*** Begin section ***

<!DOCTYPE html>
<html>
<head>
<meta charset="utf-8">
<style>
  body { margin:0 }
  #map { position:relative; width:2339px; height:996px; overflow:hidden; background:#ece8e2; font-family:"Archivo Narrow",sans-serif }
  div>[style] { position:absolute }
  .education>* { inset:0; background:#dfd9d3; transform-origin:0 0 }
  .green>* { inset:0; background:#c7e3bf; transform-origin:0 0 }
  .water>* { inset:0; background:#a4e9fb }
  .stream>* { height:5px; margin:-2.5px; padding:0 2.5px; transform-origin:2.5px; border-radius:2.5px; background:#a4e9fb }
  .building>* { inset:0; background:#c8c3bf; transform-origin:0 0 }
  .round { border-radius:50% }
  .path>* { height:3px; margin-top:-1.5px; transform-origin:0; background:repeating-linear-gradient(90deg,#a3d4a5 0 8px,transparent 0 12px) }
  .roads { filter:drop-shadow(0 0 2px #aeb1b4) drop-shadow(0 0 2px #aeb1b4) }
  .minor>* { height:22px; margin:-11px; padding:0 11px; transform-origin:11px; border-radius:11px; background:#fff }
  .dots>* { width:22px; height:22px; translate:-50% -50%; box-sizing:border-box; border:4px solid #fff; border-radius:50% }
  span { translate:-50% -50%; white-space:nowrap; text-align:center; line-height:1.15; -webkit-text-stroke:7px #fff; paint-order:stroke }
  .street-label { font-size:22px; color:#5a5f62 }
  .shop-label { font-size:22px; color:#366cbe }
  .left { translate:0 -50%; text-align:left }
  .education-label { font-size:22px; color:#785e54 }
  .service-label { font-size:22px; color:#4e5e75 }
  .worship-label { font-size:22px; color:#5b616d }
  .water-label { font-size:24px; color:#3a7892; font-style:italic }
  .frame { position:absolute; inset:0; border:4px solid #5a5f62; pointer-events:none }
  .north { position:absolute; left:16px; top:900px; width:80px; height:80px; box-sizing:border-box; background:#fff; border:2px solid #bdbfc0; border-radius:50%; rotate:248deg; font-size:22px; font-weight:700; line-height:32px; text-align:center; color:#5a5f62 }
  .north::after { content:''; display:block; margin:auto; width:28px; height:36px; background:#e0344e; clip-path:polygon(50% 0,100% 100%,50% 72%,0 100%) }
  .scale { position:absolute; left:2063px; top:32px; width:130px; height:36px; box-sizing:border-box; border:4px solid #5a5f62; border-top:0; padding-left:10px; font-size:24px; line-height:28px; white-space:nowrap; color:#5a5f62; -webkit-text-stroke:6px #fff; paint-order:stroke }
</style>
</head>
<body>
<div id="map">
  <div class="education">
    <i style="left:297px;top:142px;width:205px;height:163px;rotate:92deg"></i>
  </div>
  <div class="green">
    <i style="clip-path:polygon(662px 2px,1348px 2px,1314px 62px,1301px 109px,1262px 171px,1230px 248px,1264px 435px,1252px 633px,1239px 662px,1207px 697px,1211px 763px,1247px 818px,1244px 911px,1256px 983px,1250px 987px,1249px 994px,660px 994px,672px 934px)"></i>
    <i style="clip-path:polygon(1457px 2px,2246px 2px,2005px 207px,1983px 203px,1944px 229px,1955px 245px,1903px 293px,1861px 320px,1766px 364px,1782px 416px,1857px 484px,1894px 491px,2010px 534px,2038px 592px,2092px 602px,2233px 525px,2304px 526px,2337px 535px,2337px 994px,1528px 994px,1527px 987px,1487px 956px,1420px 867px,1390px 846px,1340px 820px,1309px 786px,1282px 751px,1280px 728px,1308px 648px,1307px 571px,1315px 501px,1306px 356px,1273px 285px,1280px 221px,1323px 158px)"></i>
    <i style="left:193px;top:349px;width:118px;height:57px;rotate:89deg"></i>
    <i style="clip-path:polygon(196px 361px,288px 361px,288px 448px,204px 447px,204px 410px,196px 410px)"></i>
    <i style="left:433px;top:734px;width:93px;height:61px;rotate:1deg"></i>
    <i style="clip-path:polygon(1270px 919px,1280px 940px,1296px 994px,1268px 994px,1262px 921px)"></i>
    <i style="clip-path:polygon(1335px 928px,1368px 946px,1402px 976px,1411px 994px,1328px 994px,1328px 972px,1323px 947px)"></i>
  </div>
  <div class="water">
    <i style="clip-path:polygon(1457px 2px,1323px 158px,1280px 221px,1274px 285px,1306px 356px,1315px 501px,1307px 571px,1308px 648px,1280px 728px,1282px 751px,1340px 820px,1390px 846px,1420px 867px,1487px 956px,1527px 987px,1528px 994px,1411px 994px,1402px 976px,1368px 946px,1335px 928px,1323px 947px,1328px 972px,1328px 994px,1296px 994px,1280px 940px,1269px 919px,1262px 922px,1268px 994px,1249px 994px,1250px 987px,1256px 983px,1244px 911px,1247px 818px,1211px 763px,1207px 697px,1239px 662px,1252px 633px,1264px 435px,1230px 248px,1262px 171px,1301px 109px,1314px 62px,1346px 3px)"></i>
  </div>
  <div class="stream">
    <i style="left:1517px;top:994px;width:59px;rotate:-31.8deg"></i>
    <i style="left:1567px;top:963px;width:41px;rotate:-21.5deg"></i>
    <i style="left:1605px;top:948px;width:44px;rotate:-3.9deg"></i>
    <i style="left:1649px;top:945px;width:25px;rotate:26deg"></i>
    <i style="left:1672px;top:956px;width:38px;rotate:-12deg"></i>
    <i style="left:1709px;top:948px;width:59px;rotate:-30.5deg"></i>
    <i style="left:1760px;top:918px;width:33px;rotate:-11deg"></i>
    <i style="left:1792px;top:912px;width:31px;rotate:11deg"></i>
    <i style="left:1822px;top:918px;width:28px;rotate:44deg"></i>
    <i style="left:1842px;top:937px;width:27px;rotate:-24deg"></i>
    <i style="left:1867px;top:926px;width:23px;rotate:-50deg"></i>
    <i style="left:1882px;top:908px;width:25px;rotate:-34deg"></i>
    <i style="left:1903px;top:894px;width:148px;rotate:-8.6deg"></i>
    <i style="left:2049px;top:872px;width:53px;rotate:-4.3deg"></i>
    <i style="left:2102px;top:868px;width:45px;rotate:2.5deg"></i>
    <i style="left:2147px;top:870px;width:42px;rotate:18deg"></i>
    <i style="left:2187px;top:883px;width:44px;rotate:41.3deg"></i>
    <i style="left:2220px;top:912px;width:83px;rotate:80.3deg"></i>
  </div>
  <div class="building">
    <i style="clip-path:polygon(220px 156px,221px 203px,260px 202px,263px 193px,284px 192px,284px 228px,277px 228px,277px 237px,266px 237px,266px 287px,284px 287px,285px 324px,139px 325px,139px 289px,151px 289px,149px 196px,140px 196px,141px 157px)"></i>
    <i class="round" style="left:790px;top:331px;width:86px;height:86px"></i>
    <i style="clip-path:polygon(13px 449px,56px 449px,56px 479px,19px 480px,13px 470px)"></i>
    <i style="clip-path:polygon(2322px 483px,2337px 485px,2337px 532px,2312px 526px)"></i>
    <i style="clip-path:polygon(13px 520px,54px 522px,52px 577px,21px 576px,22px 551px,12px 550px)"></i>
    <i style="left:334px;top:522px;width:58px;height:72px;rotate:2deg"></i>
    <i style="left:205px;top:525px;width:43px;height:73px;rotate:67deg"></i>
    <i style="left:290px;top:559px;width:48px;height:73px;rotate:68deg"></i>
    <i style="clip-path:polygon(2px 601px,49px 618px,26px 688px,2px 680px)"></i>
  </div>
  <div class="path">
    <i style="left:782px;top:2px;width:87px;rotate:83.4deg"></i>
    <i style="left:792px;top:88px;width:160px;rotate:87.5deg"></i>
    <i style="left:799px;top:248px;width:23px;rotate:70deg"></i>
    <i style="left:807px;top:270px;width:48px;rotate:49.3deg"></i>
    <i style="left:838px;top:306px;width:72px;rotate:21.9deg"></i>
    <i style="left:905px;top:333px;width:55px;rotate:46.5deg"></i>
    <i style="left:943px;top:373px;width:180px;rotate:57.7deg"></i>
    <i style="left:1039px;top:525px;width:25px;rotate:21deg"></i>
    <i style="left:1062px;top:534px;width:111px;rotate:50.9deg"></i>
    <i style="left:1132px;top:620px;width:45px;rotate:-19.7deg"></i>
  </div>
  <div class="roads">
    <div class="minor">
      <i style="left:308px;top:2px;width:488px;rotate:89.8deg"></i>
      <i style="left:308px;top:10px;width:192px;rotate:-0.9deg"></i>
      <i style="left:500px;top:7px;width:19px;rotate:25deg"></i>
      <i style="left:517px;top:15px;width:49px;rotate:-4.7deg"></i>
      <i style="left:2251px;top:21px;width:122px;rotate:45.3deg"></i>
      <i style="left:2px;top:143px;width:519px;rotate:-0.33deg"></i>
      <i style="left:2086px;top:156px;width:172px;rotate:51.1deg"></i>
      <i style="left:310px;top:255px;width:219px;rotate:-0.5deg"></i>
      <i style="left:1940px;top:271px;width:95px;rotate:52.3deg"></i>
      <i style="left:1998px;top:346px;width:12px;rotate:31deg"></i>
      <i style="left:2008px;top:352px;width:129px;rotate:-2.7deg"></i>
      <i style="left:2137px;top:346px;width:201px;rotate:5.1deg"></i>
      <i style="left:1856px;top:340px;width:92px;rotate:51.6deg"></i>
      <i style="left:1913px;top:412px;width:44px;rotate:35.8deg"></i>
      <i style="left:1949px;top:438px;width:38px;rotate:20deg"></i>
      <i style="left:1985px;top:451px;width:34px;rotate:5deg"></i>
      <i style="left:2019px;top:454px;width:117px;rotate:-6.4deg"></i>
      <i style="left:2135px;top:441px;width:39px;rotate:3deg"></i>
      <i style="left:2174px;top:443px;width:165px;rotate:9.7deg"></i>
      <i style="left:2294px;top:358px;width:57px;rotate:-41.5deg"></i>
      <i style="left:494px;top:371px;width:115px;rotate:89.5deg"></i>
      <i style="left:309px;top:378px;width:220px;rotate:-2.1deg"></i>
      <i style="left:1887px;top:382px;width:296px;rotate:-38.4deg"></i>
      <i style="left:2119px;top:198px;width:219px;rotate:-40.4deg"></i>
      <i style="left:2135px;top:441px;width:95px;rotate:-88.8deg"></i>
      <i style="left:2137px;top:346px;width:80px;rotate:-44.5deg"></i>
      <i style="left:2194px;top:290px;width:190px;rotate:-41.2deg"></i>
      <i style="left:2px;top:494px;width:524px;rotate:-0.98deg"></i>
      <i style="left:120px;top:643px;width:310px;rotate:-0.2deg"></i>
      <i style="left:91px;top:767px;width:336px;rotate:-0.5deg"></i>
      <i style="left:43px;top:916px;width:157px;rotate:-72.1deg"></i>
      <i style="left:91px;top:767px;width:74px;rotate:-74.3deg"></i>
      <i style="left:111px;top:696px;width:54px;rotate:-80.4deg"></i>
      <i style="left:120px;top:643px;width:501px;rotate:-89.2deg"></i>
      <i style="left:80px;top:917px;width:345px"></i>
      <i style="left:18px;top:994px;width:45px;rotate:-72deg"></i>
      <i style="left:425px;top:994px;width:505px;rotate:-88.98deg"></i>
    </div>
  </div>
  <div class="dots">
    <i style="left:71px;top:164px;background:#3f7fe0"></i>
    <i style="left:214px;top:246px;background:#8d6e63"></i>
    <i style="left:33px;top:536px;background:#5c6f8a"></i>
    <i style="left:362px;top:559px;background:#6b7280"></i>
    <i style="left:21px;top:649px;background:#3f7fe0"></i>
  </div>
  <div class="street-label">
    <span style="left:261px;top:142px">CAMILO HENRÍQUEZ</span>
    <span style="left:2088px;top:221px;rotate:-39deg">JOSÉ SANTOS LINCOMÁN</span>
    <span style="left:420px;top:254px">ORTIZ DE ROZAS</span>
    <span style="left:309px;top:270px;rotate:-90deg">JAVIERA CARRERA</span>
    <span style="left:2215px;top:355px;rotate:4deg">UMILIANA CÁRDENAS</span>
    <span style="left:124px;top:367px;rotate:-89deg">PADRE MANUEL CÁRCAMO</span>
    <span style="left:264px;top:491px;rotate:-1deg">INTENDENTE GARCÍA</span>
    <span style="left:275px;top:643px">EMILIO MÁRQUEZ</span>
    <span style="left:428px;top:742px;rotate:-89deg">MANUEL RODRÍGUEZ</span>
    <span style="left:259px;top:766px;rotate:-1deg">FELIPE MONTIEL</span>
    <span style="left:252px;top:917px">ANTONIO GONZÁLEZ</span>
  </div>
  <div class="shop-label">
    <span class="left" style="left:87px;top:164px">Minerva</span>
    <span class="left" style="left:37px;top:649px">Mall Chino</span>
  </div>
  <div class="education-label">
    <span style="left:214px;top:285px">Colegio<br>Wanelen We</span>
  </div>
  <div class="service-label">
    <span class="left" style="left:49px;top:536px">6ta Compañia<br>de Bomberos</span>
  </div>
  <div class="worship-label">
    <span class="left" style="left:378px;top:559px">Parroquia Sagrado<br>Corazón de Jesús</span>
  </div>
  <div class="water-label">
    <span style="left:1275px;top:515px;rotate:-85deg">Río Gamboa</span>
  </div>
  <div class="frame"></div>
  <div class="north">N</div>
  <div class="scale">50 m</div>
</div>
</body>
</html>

*** End section ***

> _Exercise aim_: Check each line of the listing above. Copy it if it holds the string "frame".

> _Answer for this exercise_:
  .frame { position:absolute; inset:0; border:4px solid #5a5f62; pointer-events:none }
  <div class="frame"></div>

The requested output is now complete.